_Stored data_:
########
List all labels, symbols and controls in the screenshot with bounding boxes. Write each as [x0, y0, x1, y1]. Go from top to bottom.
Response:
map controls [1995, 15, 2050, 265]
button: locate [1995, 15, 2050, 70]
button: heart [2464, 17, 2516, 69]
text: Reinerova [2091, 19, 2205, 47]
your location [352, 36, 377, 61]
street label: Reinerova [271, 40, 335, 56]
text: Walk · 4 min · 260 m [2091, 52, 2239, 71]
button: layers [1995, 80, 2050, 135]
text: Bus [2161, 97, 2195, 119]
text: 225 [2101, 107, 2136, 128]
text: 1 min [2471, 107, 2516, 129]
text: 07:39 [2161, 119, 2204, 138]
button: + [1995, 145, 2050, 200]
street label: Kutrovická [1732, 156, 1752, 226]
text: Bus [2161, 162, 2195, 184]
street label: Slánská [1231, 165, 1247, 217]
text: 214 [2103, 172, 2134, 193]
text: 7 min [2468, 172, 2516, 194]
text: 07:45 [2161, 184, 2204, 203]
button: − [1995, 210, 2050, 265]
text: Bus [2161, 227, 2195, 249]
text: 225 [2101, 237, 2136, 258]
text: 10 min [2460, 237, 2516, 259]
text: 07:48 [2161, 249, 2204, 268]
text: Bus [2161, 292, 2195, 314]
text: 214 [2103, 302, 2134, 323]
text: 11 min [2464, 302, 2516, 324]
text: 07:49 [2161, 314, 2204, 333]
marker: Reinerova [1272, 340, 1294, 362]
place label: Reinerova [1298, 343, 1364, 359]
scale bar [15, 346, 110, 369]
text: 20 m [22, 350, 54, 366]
########
_Requirement_: Line count for "controls": give the number of lines in the data above that include it, and nothing else.

_Result_: 2